Il bombardamento americano sulle posizioni dell’esercito siriano ha raggiunto il suo scopo: far saltare la tregua. Da qualche giorno ad Aleppo sono riprese le ostilità, in base a quanto riporta l’”onnipresente” Osservatorio Siriano per i Diritti Umani, un convoglio delle Nazioni Unite che trasportava aiuti umanitari è stato bersagliato dall’aviazione siriana e russa causando la morte di decine di civili. La campagna mediatica, del tutto faziosa  e partigiana, portata avanti dall’Osservatorio Siriano-che raccoglie soltanto testimonianze degli attivisti anti-Assad- non si è mai arrestata. La comunità Internazionale ha espresso profonda indignazione per le atrocità commesse dal presidente alawita.Durante la riunione dell’Assemblea Generale dell’ONU, il segretario generale Ban ki-Moon, ha tuonato contro Bashar al-Assad:”Il governo siriano continua a bombardare e uccidere come nessun altro, il futuro della Siria non può dipendere da un solo uomo”. Per comprendere il quadro della situazione ripercorriamo, ancora una volta, le fasi che hanno portato alla fine della tregua ponendo l’attenzione sulla composizione della cosiddetta”opposizione moderata”, causa  di attrito nei negoziati tra Stati Uniti e Russia.

Il diciassette settembre raid americani hanno colpito delle postazioni dell’esercito siriano nei pressi di Deir ez-Zour, nel nord-est del Paese, provocando la morte di oltre novanta soldati e ferendone altri cento.
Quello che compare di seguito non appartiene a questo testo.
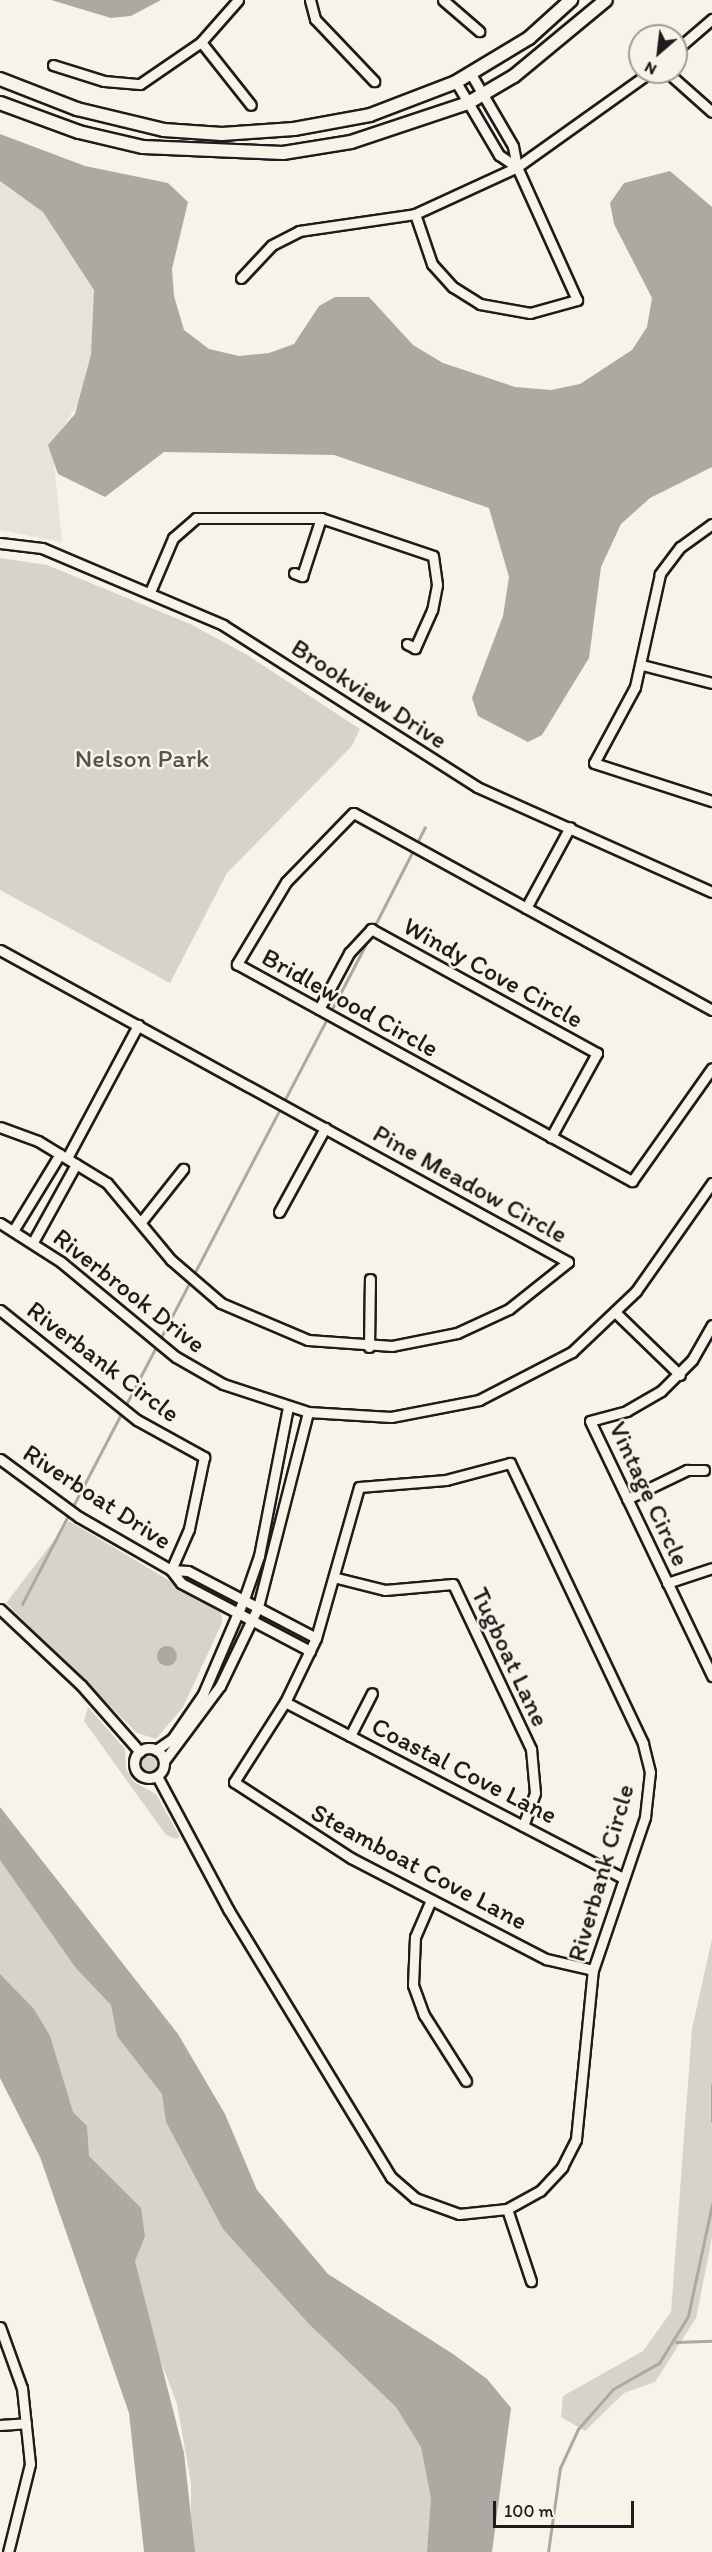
<!DOCTYPE html>
<html>
<head>
<meta charset="utf-8">
<style>
	body { margin:0 }
	#map { position:relative; width:712px; height:2552px; overflow:hidden; background:#f7f3e8; font-family:Itim,sans-serif }
	div>[style] { position:absolute }
	[style*='--x'] { left:calc(var(--x)*1px); top:calc(var(--y)*1px); width:calc(var(--w)*1px); rotate:calc(var(--a)*1deg) }
	.built>* { inset:0; background:#e6e3d9 }
	.green>* { inset:0; background:#d7d3cb }
	.round { border-radius:50% }
	.water>* { inset:0; background:#aca9a2 }
	.stream>* { height:3px; margin:-1.5px; padding:0 1.5px; transform-origin:1.5px; border-radius:1.5px; background:#aca9a2 }
	.roads { filter:drop-shadow(2px 0 #1c1c1c) drop-shadow(-2px 0 #1c1c1c) drop-shadow(0 2px #1c1c1c) drop-shadow(0 -2px #1c1c1c) }
	.minor>* { height:9px; margin:-4.5px; padding:0 4.5px; transform-origin:4.5px; border-radius:4.5px; background:#f7f3e8 }
	.minor>.ring { margin:-4.5px; padding:0; box-sizing:content-box; background:none; border:9px solid #f7f3e8; border-radius:50% }
	.major>* { height:12px; margin:-6px; padding:0 6px; transform-origin:6px; border-radius:6px; background:#f7f3e8 }
	span { translate:-50% -50%; white-space:nowrap; text-align:center; line-height:1.15; -webkit-text-stroke:5px #f7f3e8; paint-order:stroke }
	.street-label { font-size:26px; color:#1c1c1c }
	.park-label { font-size:26px; color:#545351 }
	.north { position:absolute; left:628px; top:24px; width:60px; height:60px; box-sizing:border-box; background:#f7f3e8; border:2px solid #9f9d96; border-radius:50%; rotate:208deg; font-size:16px; font-weight:700; line-height:24px; text-align:center; color:#1c1c1c }
	.north::after { content:''; display:block; margin:auto; width:21px; height:27px; background:#1c1c1c; clip-path:polygon(50% 0,100% 100%,50% 72%,0 100%) }
	.scale { position:absolute; left:493px; top:2501px; width:141px; height:27px; box-sizing:border-box; border:3px solid #1c1c1c; border-top:0; padding-left:8px; font-size:18px; line-height:21px; white-space:nowrap; color:#1c1c1c; -webkit-text-stroke:4px #f7f3e8; paint-order:stroke }
</style>
</head>
<body>
<div id="map">
	<div class="built">
		<div style="clip-path:polygon(28px 176px,100px 291px,99px 373px,52px 443px,62px 542px,0 530px,0 177px)"></div>
	</div>
	<div class="green">
		<div style="clip-path:polygon(0 558px,47px 565px,190px 624px,244px 653px,360px 729px,352px 746px,227px 873px,170px 983px,0 890px)"></div>
		<div style="clip-path:polygon(69px 1521px,221px 1611px,222px 1623px,183px 1707px,156px 1739px,137px 1733px,6px 1603px)"></div>
		<div style="clip-path:polygon(88px 1707px,125px 1749px,126px 1769px,134px 1782px,156px 1794px,180px 1837px,176px 1839px,166px 1835px,84px 1721px)"></div>
		<div class="round" style="left:136px;top:1751px;width:24px;height:24px"></div>
		<div style="clip-path:polygon(0 1856px,87px 1963px,250px 2244px,431px 2416px,441px 2552px,191px 2552px,191px 2483px,177px 2404px,47px 2062px,0 1994px)"></div>
		<div style="clip-path:polygon(712px 1939px,712px 2238px,696px 2318px,655px 2382px,624px 2393px,585px 2431px,561px 2417px,563px 2396px,643px 2351px,671px 2312px,692px 2029px)"></div>
	</div>
	<div class="water">
		<div style="clip-path:polygon(51px 0,161px 0,131px 16px,111px 18px)"></div>
		<div style="clip-path:polygon(0 134px,85px 166px,168px 183px,188px 202px,172px 269px,174px 296px,184px 330px,209px 349px,239px 356px,269px 353px,294px 344px,319px 306px,335px 297px,369px 297px,413px 345px,443px 363px,515px 387px,551px 390px,580px 384px,632px 350px,647px 327px,652px 298px,614px 224px,610px 203px,624px 183px,670px 171px,712px 207px,712px 467px,650px 498px,621px 524px,601px 567px,589px 658px,542px 735px,528px 742px,478px 716px,472px 698px,503px 616px,509px 577px,489px 508px,334px 455px,164px 452px,105px 497px,58px 474px,48px 445px,75px 414px,91px 355px,94px 290px,43px 212px,0 181px)"></div>
		<div class="round" style="left:157px;top:1646px;width:20px;height:20px"></div>
		<div style="clip-path:polygon(0 1807px,178px 2034px,225px 2114px,257px 2190px,328px 2274px,453px 2354px,487px 2379px,511px 2408px,492px 2552px,427px 2552px,431px 2498px,421px 2447px,396px 2407px,309px 2324px,223px 2229px,166px 2122px,162px 2094px,117px 2036px,111px 2005px,75px 1967px,0 1860px)"></div>
		<div style="clip-path:polygon(0 1974px,34px 2009px,50px 2036px,73px 2112px,87px 2126px,89px 2156px,141px 2208px,145px 2236px,135px 2261px,184px 2453px,195px 2552px,144px 2552px,129px 2413px,40px 2157px,0 2078px)"></div>
	</div>
	<div class="stream">
		<div style="--x:374;--y:927;--w:112;--a:-63"></div>
		<div style="--x:22;--y:1604;--w:753;--a:-62.48"></div>
		<div style="--x:712;--y:2085;--w:36;--a:90"></div>
		<div style="--x:676;--y:2342;--w:36;--a:-2"></div>
		<div style="--x:548;--y:2552;--w:85;--a:-81.9"></div>
		<div style="--x:560;--y:2468;--w:43;--a:-65.2"></div>
		<div style="--x:578;--y:2429;--w:53;--a:-48.8"></div>
		<div style="--x:613;--y:2389;--w:53;--a:-29.5"></div>
		<div style="--x:659;--y:2363;--w:55;--a:-58.3"></div>
		<div style="--x:688;--y:2316;--w:115;--a:-77.9"></div>
	</div>
	<div class="roads">
		<div class="minor">
			<div style="--x:310;--y:0;--w:20;--a:75"></div>
			<div style="--x:315;--y:19;--w:86;--a:46.4"></div>
			<div style="--x:443;--y:0;--w:48;--a:40.7"></div>
			<div style="--x:201;--y:42;--w:80;--a:51.6"></div>
			<div style="--x:676;--y:50;--w:48;--a:-40.7"></div>
			<div style="--x:53;--y:65;--w:53;--a:17.4"></div>
			<div style="--x:104;--y:81;--w:36;--a:5"></div>
			<div style="--x:140;--y:84;--w:74;--a:-34.5"></div>
			<div style="--x:201;--y:42;--w:56;--a:-48.6"></div>
			<div style="--x:667;--y:72;--w:60;--a:41.6"></div>
			<div style="--x:456;--y:82;--w:85;--a:59.5"></div>
			<div style="--x:499;--y:155;--w:22;--a:34"></div>
			<div style="--x:415;--y:214;--w:53;--a:71.2"></div>
			<div style="--x:432;--y:264;--w:31;--a:48"></div>
			<div style="--x:453;--y:287;--w:32;--a:32"></div>
			<div style="--x:480;--y:304;--w:51;--a:10.2"></div>
			<div style="--x:530;--y:313;--w:49;--a:-15.5"></div>
			<div style="--x:577;--y:300;--w:146;--a:-114.3"></div>
			<div style="--x:517;--y:167;--w:21;--a:-101"></div>
			<div style="--x:513;--y:146;--w:83;--a:-120.3"></div>
			<div style="--x:241;--y:278;--w:45;--a:-46.8"></div>
			<div style="--x:272;--y:245;--w:30;--a:-27"></div>
			<div style="--x:299;--y:231;--w:117;--a:-8.3"></div>
			<div style="--x:415;--y:214;--w:112;--a:-24.7"></div>
			<div style="--x:517;--y:167;--w:163;--a:-35.5"></div>
			<div style="--x:712;--y:524;--w:39;--a:144"></div>
			<div style="--x:680;--y:547;--w:34;--a:127"></div>
			<div style="--x:660;--y:574;--w:116;--a:102.5"></div>
			<div style="--x:635;--y:687;--w:86;--a:118.3"></div>
			<div style="--x:594;--y:763;--w:124;--a:17.9"></div>
			<div style="--x:0;--y:543;--w:42;--a:6.8"></div>
			<div style="--x:42;--y:548;--w:197;--a:23"></div>
			<div style="--x:223;--y:625;--w:301;--a:32.5"></div>
			<div style="--x:477;--y:787;--w:257;--a:24.1"></div>
			<div style="--x:294;--y:573;--w:9;--a:21"></div>
			<div style="--x:302;--y:576;--w:61;--a:-71.9"></div>
			<div style="--x:150;--y:592;--w:59;--a:-66.9"></div>
			<div style="--x:173;--y:538;--w:30;--a:-41"></div>
			<div style="--x:196;--y:518;--w:125;--a:0"></div>
			<div style="--x:321;--y:518;--w:118;--a:18.7"></div>
			<div style="--x:433;--y:556;--w:29;--a:82"></div>
			<div style="--x:437;--y:585;--w:25;--a:101"></div>
			<div style="--x:432;--y:610;--w:42;--a:114.1"></div>
			<div style="--x:415;--y:648;--w:9;--a:-153"></div>
			<div style="--x:642;--y:665;--w:72;--a:14.4"></div>
			<div style="--x:526;--y:908;--w:92;--a:-61.5"></div>
			<div style="--x:0;--y:950;--w:648;--a:28.78"></div>
			<div style="--x:568;--y:1262;--w:75;--a:141.5"></div>
			<div style="--x:509;--y:1309;--w:57;--a:155.2"></div>
			<div style="--x:457;--y:1333;--w:66;--a:168.7"></div>
			<div style="--x:392;--y:1346;--w:84;--a:-175.9"></div>
			<div style="--x:308;--y:1340;--w:95;--a:-157"></div>
			<div style="--x:221;--y:1303;--w:66;--a:-139.3"></div>
			<div style="--x:171;--y:1260;--w:100;--a:-129.7"></div>
			<div style="--x:107;--y:1183;--w:81;--a:-148.7"></div>
			<div style="--x:38;--y:1141;--w:40;--a:-159.8"></div>
			<div style="--x:319;--y:1009;--w:64;--a:-61.8"></div>
			<div style="--x:349;--y:953;--w:33;--a:-47"></div>
			<div style="--x:371;--y:929;--w:258;--a:28.8"></div>
			<div style="--x:597;--y:1053;--w:96;--a:118.7"></div>
			<div style="--x:712;--y:1010;--w:409;--a:-151.2"></div>
			<div style="--x:353;--y:813;--w:96;--a:134.2"></div>
			<div style="--x:286;--y:882;--w:96;--a:120.9"></div>
			<div style="--x:237;--y:964;--w:451;--a:28.8"></div>
			<div style="--x:632;--y:1181;--w:138;--a:-54.7"></div>
			<div style="--x:67;--y:1158;--w:151;--a:-61.9"></div>
			<div style="--x:279;--y:1212;--w:96;--a:-61.3"></div>
			<div style="--x:141;--y:1222;--w:68;--a:-51.6"></div>
			<div style="--x:0;--y:1223;--w:72;--a:32.6"></div>
			<div style="--x:61;--y:1262;--w:149;--a:39.6"></div>
			<div style="--x:176;--y:1357;--w:54;--a:29.9"></div>
			<div style="--x:223;--y:1384;--w:89;--a:18.2"></div>
			<div style="--x:308;--y:1412;--w:83;--a:3.4"></div>
			<div style="--x:391;--y:1417;--w:90;--a:-10.9"></div>
			<div style="--x:479;--y:1400;--w:105;--a:-27.3"></div>
			<div style="--x:572;--y:1352;--w:88;--a:-43.6"></div>
			<div style="--x:636;--y:1291;--w:132;--a:-54.9"></div>
			<div style="--x:13;--y:1231;--w:90;--a:-58.6"></div>
			<div style="--x:33;--y:1242;--w:89;--a:-61.1"></div>
			<div style="--x:0;--y:1310;--w:176;--a:38.8"></div>
			<div style="--x:137;--y:1420;--w:77;--a:28.9"></div>
			<div style="--x:204;--y:1457;--w:74;--a:101.8"></div>
			<div style="--x:189;--y:1529;--w:45;--a:113.7"></div>
			<div style="--x:616;--y:1313;--w:89;--a:44.1"></div>
			<div style="--x:712;--y:1325;--w:40;--a:119.7"></div>
			<div style="--x:692;--y:1360;--w:44;--a:135"></div>
			<div style="--x:661;--y:1391;--w:39;--a:150"></div>
			<div style="--x:627;--y:1411;--w:38;--a:165"></div>
			<div style="--x:590;--y:1421;--w:283;--a:64.4"></div>
			<div style="--x:369;--y:1347;--w:68;--a:-89.2"></div>
			<div style="--x:0;--y:1459;--w:98;--a:36.3"></div>
			<div style="--x:79;--y:1517;--w:106;--a:29.9"></div>
			<div style="--x:171;--y:1570;--w:16;--a:52"></div>
			<div style="--x:181;--y:1583;--w:146;--a:27.8"></div>
			<div style="--x:627;--y:1499;--w:67;--a:-25.8"></div>
			<div style="--x:687;--y:1470;--w:17;--a:0"></div>
			<div style="--x:171;--y:1570;--w:17;--a:3"></div>
			<div style="--x:188;--y:1571;--w:144;--a:27.6"></div>
			<div style="--x:337;--y:1578;--w:49;--a:14"></div>
			<div style="--x:385;--y:1590;--w:68;--a:-5"></div>
			<div style="--x:453;--y:1584;--w:183;--a:64.7"></div>
			<div style="--x:531;--y:1749;--w:44;--a:84.8"></div>
			<div style="--x:535;--y:1793;--w:35;--a:110"></div>
			<div style="--x:667;--y:1583;--w:47;--a:-18.4"></div>
			<div style="--x:0;--y:1609;--w:111;--a:43.2"></div>
			<div style="--x:81;--y:1685;--w:89;--a:48.6"></div>
			<div style="--x:285;--y:1702;--w:381;--a:27.5"></div>
			<div style="--x:350;--y:1736;--w:48;--a:-62.9"></div>
			<div class="ring" style="left:134px;top:1748px;width:21px;height:21px"></div>
			<div style="--x:156;--y:1750;--w:19;--a:-35"></div>
			<div style="--x:172;--y:1739;--w:55;--a:-55.4"></div>
			<div style="--x:203;--y:1694;--w:103;--a:-66.7"></div>
			<div style="--x:244;--y:1599;--w:46;--a:-70.8"></div>
			<div style="--x:259;--y:1556;--w:152;--a:-79"></div>
			<div style="--x:164;--y:1761;--w:94;--a:-53.3"></div>
			<div style="--x:220;--y:1686;--w:88;--a:-64.3"></div>
			<div style="--x:258;--y:1607;--w:201;--a:-75.6"></div>
			<div style="--x:157;--y:1776;--w:151;--a:61.9"></div>
			<div style="--x:228;--y:1909;--w:314;--a:58.7"></div>
			<div style="--x:391;--y:2177;--w:32;--a:41"></div>
			<div style="--x:415;--y:2198;--w:47;--a:20"></div>
			<div style="--x:459;--y:2214;--w:48;--a:-5.9"></div>
			<div style="--x:507;--y:2209;--w:38;--a:-29"></div>
			<div style="--x:540;--y:2191;--w:33;--a:-47"></div>
			<div style="--x:562;--y:2167;--w:31;--a:-63"></div>
			<div style="--x:576;--y:2139;--w:170;--a:-84.3"></div>
			<div style="--x:593;--y:1970;--w:162;--a:-71.2"></div>
			<div style="--x:645;--y:1817;--w:45;--a:-83.7"></div>
			<div style="--x:650;--y:1772;--w:30;--a:-104"></div>
			<div style="--x:643;--y:1743;--w:310;--a:-115.4"></div>
			<div style="--x:510;--y:1463;--w:66;--a:165.1"></div>
			<div style="--x:446;--y:1480;--w:87;--a:175.4"></div>
			<div style="--x:359;--y:1487;--w:157;--a:105.9"></div>
			<div style="--x:316;--y:1638;--w:71;--a:115.8"></div>
			<div style="--x:285;--y:1702;--w:95;--a:122.5"></div>
			<div style="--x:234;--y:1782;--w:140;--a:33"></div>
			<div style="--x:351;--y:1858;--w:220;--a:27.4"></div>
			<div style="--x:546;--y:1959;--w:48;--a:13.2"></div>
			<div style="--x:431;--y:1900;--w:40;--a:113.4"></div>
			<div style="--x:415;--y:1937;--w:48;--a:92.4"></div>
			<div style="--x:413;--y:1985;--w:32;--a:70"></div>
			<div style="--x:424;--y:2015;--w:78;--a:57.5"></div>
			<div style="--x:507;--y:2209;--w:76;--a:71.6"></div>
			<div style="--x:0;--y:2327;--w:65;--a:70.2"></div>
			<div style="--x:22;--y:2388;--w:76;--a:84"></div>
			<div style="--x:30;--y:2464;--w:91;--a:104"></div>
			<div style="--x:0;--y:2425;--w:26;--a:-4"></div>
		</div>
		<div class="major">
			<div style="--x:0;--y:79;--w:83;--a:21.3"></div>
			<div style="--x:77;--y:109;--w:89;--a:13.6"></div>
			<div style="--x:164;--y:130;--w:58;--a:3.9"></div>
			<div style="--x:222;--y:134;--w:72;--a:-4"></div>
			<div style="--x:294;--y:129;--w:77;--a:-10.4"></div>
			<div style="--x:370;--y:115;--w:92;--a:-21"></div>
			<div style="--x:456;--y:82;--w:85;--a:-31.1"></div>
			<div style="--x:529;--y:38;--w:57;--a:-42.1"></div>
			<div style="--x:0;--y:103;--w:84;--a:20.2"></div>
			<div style="--x:79;--y:132;--w:66;--a:13.2"></div>
			<div style="--x:143;--y:147;--w:140;--a:2.5"></div>
			<div style="--x:283;--y:153;--w:69;--a:-9.2"></div>
			<div style="--x:351;--y:142;--w:123;--a:-18.4"></div>
			<div style="--x:468;--y:103;--w:53;--a:-30.4"></div>
			<div style="--x:514;--y:76;--w:119;--a:-39.6"></div>
		</div>
	</div>
	<div class="street-label">
		<span style="left:369px;top:694px;rotate:33deg">Brookview Drive</span>
		<span style="left:493px;top:973px;rotate:29deg">Windy Cove Circle</span>
		<span style="left:350px;top:1003px;rotate:29deg">Bridlewood Circle</span>
		<span style="left:470px;top:1184px;rotate:29deg">Pine Meadow Circle</span>
		<span style="left:129px;top:1291px;rotate:38deg">Riverbrook Drive</span>
		<span style="left:103px;top:1362px;rotate:37deg">Riverbank Circle</span>
		<span style="left:649px;top:1494px;rotate:65deg">Vintage Circle</span>
		<span style="left:97px;top:1497px;rotate:33deg">Riverboat Drive</span>
		<span style="left:510px;top:1657px;rotate:65deg">Tugboat Lane</span>
		<span style="left:464px;top:1771px;rotate:27deg">Coastal Cove Lane</span>
		<span style="left:419px;top:1867px;rotate:28deg">Steamboat Cove Lane</span>
		<span style="left:601px;top:1873px;rotate:-74deg">Riverbank Circle</span>
	</div>
	<div class="park-label">
		<span style="left:142px;top:759px">Nelson Park</span>
	</div>
	<div class="north">N</div>
	<div class="scale">100 m</div>
</div>
</body>
</html>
L’attacco ha spianato la strada alle milizie del Califfato che,grazie all’incursione della coalizione, hanno guadagnato terreno occupando temporaneamente avamposti sul Jabal al-Thardah, nelle vicinanze dell’aeroporto militare di Deir ez-Zour. Una nota del Dipartimento della Difesa statunitense ha spiegato che l’attacco della coalizione sarebbe avvenuto per errore scambiando i soldati dell’esercito per miliziani dell’ISIS. La reazione del Cremlino non si è fatta attendere: secondo l’ambasciatore russo presso le Nazioni Unite, Vitaly Churkin, i raid americani sono stati lanciati intenzionalmente con l’obiettivo di dirottare l’accordo di cooperazione tra Mosca e Washington. Forti dubbi sulla “non intenzionalità” del bombardamento americano nutre anche il vescovo di Aleppo George Abou Khazen, il quale in una dichiarazione rilasciata all’agenzia di stampa Fides si è lasciato andare in questo modo:”Di certo qui nessuno crede che la strage dei soldati siriani sia stata un errore”. Ma che cosa prevedeva l’accordo tra Stati Uniti e Russia? Innanzitutto la cessazione delle ostilità tra l’esercito siriano e le opposizioni dei ribelli per permettere l’ingresso degli aiuti umanitari nella città di Aleppo, inoltre, punto fondamentale della trattativa sarebbe stata la creazione di un Joint Implementation Center per la condivisione delle informazioni necessarie a coordinare i raid contro i terroristi.

Su quest’ultimo punto l’amministrazione statunitense non è stata affatto chiara alimentando la commistione tra le milizie degli ex qaedisti di Jabhat al-Nusra(ora riciclati con il nome di Jabhat Fateh al-Sham) e la fantomatica “opposizione moderata”. Difatti lo stesso Putin, al tavolo dei negoziati, aveva messo in discussione l’intenzione degli USA di rispettare il cessate-il-fuoco, sottolineando che gli americani non hanno fornito la necessaria collaborazione per separare i cosiddetti “ribelli moderati”dagli estremisti islamici, in particolare Jabhat Fateh al-Sham, in modo da poter coordinare al meglio i raid. La sensazione è che in Siria si sia persa una grande chance per una possibile riconciliazione del Paese. L’ambiguità dell’establishment americano nella lotta al terrorismo e l’eccidio dei militari siriani hanno logorato una situazione di per sé già critica. L’”Election Day”americano dell’otto novembre potrebbe spiegare la riluttanza dell’amministrazione statunitense a collaborare con Mosca, un’eventuale vittoria di Hillary Clinton-polmonite permettendo- porterebbe alla Casa Bianca un presidente decisamente ostile a Vladimir Putin e agguerrito nel sostenere una transizione politica senza Bashar al-Assad.